Stored data entries ->

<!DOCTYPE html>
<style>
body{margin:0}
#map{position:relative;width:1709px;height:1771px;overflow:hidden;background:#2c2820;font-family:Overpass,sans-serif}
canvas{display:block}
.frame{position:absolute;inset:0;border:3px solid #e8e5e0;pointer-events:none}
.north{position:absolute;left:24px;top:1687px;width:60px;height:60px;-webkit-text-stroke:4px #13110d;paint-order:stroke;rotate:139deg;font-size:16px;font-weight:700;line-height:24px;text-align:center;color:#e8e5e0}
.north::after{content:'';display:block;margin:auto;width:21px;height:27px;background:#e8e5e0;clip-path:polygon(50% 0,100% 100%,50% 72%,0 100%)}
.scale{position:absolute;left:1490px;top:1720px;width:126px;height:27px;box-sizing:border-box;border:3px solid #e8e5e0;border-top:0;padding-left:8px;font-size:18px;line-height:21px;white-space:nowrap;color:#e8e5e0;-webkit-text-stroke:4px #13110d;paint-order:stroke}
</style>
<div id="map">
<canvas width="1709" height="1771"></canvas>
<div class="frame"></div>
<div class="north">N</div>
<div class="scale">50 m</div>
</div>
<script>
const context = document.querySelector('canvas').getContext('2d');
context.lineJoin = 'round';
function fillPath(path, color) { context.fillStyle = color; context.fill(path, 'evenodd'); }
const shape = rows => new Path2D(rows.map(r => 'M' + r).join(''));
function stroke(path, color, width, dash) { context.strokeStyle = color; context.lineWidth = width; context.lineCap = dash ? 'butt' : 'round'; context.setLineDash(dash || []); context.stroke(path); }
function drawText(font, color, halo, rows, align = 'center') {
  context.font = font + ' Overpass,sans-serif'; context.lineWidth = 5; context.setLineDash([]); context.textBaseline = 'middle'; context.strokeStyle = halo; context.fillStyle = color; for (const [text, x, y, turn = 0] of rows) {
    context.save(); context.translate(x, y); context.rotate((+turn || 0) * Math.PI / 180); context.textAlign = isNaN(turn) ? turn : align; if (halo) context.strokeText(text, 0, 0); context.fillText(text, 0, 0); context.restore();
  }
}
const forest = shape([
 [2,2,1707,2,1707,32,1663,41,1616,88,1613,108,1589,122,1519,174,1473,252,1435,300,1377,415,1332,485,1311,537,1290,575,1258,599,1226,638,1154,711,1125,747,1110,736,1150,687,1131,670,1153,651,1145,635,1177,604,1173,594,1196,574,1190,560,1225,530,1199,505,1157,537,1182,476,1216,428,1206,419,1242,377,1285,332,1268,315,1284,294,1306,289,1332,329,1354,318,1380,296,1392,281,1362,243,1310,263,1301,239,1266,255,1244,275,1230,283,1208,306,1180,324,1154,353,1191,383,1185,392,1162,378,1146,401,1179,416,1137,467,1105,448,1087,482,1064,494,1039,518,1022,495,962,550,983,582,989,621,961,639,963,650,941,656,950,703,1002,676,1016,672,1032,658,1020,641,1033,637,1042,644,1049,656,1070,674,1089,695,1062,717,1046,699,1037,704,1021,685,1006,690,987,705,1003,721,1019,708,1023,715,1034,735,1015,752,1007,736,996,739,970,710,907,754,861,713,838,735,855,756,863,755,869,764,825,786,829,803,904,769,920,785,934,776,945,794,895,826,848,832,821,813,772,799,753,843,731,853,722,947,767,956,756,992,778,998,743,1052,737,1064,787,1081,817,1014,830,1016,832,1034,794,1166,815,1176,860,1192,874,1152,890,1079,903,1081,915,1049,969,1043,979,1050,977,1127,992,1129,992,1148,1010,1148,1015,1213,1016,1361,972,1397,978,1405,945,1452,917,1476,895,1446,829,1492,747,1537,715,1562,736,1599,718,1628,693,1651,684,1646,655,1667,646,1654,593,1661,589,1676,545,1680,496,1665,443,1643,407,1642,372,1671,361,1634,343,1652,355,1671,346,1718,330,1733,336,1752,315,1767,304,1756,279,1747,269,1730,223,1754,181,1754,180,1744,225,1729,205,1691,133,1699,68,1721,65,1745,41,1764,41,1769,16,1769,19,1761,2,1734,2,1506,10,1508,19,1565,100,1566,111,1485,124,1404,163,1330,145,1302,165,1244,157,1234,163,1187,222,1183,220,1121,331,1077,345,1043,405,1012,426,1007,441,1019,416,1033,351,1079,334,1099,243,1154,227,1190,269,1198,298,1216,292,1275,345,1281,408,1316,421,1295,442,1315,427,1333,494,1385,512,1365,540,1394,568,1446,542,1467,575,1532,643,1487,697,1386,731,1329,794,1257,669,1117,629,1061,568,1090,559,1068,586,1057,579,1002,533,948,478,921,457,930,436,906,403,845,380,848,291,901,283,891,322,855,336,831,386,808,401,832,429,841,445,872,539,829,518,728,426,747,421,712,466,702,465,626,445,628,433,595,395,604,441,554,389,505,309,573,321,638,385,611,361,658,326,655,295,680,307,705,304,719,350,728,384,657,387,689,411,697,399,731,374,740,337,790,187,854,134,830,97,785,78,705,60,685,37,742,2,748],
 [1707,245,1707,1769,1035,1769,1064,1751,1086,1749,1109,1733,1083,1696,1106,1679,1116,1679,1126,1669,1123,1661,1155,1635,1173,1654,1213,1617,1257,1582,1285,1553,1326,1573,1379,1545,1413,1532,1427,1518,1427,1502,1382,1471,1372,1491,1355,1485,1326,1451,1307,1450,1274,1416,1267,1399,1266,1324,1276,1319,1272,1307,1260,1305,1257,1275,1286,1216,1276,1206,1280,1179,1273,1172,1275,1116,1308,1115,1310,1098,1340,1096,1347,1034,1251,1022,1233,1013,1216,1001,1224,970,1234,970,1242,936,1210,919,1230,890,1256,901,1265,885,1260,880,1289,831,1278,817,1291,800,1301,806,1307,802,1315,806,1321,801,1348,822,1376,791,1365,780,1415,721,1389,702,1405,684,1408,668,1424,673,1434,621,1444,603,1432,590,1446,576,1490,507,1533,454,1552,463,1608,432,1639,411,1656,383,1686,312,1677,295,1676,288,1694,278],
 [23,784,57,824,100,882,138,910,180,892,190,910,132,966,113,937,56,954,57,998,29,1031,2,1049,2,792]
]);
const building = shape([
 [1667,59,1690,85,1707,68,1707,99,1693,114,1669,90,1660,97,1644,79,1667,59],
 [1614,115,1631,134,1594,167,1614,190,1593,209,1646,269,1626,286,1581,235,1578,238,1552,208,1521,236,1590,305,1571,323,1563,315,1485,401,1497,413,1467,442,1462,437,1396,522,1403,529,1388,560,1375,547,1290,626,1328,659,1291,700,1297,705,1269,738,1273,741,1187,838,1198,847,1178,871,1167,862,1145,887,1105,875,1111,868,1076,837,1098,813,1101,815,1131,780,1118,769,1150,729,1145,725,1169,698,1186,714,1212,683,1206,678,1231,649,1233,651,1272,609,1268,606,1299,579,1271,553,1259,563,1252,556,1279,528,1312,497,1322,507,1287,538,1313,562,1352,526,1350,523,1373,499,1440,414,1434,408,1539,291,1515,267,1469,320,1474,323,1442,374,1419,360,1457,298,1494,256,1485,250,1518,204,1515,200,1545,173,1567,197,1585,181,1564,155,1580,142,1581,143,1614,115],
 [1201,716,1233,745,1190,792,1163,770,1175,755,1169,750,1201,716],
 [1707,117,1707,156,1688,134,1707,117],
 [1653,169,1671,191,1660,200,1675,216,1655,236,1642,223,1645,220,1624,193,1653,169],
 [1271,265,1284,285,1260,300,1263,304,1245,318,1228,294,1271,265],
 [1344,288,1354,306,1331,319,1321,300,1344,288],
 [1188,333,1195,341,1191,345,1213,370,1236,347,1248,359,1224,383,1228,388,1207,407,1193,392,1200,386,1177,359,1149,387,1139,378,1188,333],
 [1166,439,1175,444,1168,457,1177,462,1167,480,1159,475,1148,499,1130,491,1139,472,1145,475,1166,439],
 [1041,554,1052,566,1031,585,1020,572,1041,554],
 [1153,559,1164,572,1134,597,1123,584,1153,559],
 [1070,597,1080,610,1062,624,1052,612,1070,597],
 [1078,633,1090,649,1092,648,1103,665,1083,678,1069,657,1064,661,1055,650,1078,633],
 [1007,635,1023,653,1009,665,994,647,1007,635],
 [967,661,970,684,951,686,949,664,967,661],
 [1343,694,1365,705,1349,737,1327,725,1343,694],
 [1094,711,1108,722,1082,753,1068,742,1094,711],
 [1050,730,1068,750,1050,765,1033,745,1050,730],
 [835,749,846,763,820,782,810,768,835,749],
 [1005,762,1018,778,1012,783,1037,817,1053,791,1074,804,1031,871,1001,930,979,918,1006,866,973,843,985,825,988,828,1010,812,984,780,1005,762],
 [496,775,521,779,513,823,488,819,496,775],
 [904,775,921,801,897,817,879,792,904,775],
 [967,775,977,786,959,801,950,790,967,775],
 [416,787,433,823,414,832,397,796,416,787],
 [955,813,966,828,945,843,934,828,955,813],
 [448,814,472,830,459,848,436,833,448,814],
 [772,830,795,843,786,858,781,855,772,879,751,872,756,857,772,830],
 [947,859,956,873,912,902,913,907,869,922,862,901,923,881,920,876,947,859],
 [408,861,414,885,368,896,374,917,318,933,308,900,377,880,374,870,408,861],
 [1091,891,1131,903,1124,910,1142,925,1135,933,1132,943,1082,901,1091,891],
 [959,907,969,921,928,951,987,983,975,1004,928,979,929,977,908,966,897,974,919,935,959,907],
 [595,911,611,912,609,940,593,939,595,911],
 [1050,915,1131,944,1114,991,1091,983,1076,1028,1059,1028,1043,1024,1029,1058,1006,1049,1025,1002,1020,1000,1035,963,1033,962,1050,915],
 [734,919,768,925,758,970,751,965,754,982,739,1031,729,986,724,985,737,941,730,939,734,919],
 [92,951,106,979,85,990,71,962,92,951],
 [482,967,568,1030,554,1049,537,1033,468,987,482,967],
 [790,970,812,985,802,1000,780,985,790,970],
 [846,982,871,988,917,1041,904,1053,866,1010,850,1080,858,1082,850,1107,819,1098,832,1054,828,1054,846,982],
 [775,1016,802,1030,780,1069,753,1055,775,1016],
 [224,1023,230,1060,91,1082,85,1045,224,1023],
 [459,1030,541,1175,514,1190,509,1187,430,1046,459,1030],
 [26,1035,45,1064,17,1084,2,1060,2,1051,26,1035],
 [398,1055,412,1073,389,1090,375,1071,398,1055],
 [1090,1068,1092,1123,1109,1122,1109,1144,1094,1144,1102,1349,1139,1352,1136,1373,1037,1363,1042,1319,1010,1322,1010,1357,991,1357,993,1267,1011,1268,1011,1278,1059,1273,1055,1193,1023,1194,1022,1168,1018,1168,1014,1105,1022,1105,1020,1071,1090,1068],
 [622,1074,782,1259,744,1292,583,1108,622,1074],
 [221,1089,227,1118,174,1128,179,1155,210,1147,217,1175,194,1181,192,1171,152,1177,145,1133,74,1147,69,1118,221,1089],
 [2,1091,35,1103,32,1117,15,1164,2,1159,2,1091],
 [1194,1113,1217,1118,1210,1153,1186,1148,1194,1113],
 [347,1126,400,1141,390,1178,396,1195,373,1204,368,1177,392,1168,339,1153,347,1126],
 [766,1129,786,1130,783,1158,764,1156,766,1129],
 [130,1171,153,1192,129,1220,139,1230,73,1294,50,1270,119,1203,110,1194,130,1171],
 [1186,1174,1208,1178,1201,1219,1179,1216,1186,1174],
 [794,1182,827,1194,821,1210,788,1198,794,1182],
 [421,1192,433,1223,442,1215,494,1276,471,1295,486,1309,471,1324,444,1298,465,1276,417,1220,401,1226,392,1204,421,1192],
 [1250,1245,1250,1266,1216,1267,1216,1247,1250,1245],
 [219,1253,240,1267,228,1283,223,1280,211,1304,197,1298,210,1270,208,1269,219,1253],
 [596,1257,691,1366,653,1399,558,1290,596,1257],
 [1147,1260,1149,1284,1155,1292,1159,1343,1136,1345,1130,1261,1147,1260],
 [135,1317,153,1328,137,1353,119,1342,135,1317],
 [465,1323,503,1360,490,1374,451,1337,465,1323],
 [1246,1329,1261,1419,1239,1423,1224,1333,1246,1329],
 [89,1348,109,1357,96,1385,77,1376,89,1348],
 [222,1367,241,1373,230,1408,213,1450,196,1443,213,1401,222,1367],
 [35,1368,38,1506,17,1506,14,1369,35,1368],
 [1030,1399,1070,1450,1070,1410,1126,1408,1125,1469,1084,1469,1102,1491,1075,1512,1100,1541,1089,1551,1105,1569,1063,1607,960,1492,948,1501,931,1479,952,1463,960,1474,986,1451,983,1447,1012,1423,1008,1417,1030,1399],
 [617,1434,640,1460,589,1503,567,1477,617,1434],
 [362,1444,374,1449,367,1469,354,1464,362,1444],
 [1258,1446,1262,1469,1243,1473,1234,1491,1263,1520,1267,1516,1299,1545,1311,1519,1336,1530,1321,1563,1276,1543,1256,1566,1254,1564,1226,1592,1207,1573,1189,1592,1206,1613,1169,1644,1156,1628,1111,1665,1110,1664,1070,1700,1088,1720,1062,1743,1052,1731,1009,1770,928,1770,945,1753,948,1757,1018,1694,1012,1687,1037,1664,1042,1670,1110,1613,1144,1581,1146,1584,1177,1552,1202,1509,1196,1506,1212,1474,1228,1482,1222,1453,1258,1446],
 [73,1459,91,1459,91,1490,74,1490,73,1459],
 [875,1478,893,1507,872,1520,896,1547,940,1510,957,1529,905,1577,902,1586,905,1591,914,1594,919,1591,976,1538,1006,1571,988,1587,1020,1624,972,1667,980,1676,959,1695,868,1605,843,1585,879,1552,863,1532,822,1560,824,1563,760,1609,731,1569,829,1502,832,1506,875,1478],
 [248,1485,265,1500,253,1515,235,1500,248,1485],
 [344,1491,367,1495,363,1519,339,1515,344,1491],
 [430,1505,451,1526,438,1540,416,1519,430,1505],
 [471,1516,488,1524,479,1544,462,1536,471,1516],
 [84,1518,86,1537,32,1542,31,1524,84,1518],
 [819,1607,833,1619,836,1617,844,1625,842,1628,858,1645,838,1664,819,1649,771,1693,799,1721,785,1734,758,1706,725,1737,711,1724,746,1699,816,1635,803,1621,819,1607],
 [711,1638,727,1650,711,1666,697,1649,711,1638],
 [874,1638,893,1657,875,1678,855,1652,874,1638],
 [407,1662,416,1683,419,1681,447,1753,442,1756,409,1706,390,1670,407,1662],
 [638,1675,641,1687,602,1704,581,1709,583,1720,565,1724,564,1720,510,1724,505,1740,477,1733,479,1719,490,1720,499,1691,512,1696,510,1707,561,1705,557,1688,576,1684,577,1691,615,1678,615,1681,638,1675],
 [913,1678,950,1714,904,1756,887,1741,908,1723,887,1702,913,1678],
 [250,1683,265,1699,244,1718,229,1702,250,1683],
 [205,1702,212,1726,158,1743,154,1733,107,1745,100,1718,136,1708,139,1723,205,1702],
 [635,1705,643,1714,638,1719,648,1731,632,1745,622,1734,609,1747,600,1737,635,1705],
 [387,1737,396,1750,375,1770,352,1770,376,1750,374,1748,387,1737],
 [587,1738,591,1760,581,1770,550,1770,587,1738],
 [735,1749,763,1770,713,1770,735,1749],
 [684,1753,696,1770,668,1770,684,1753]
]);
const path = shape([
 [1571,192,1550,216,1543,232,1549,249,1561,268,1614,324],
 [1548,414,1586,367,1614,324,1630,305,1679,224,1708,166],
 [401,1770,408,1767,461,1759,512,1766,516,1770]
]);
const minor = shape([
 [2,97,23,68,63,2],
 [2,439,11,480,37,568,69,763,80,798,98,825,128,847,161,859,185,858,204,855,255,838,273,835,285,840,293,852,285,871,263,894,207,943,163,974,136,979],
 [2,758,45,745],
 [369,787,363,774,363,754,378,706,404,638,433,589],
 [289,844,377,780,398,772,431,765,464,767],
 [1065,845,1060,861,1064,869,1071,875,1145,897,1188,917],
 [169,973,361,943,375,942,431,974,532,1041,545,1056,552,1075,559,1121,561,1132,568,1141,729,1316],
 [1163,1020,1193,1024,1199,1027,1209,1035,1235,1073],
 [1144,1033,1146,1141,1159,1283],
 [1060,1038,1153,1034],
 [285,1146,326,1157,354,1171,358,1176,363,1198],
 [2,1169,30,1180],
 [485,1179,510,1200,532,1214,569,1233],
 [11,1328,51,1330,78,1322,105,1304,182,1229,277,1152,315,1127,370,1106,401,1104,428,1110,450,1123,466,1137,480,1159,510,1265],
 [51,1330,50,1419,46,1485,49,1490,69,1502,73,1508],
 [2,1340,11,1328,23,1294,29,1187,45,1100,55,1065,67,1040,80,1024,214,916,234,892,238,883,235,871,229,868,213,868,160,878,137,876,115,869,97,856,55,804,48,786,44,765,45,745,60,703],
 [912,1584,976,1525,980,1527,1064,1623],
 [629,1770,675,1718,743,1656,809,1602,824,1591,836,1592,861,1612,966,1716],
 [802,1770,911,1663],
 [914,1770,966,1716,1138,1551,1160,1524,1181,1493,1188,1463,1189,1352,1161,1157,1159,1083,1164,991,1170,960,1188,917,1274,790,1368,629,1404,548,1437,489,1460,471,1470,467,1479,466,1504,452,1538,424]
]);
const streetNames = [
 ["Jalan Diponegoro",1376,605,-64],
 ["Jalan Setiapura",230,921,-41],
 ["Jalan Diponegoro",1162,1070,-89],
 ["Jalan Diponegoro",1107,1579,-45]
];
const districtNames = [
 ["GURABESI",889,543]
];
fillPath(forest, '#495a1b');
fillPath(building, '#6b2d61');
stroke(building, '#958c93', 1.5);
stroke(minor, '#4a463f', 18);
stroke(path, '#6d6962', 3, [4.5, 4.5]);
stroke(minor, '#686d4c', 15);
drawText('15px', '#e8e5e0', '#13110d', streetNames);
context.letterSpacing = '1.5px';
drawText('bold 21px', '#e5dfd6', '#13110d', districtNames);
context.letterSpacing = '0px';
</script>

What you are asked to do -> Only the lines from the top of the data through the line that contains "const shape = rows" should be quoted, exactly as they stand.

Written solution ->
<!DOCTYPE html>
<style>
body{margin:0}
#map{position:relative;width:1709px;height:1771px;overflow:hidden;background:#2c2820;font-family:Overpass,sans-serif}
canvas{display:block}
.frame{position:absolute;inset:0;border:3px solid #e8e5e0;pointer-events:none}
.north{position:absolute;left:24px;top:1687px;width:60px;height:60px;-webkit-text-stroke:4px #13110d;paint-order:stroke;rotate:139deg;font-size:16px;font-weight:700;line-height:24px;text-align:center;color:#e8e5e0}
.north::after{content:'';display:block;margin:auto;width:21px;height:27px;background:#e8e5e0;clip-path:polygon(50% 0,100% 100%,50% 72%,0 100%)}
.scale{position:absolute;left:1490px;top:1720px;width:126px;height:27px;box-sizing:border-box;border:3px solid #e8e5e0;border-top:0;padding-left:8px;font-size:18px;line-height:21px;white-space:nowrap;color:#e8e5e0;-webkit-text-stroke:4px #13110d;paint-order:stroke}
</style>
<div id="map">
<canvas width="1709" height="1771"></canvas>
<div class="frame"></div>
<div class="north">N</div>
<div class="scale">50 m</div>
</div>
<script>
const context = document.querySelector('canvas').getContext('2d');
context.lineJoin = 'round';
function fillPath(path, color) { context.fillStyle = color; context.fill(path, 'evenodd'); }
const shape = rows => new Path2D(rows.map(r => 'M' + r).join(''));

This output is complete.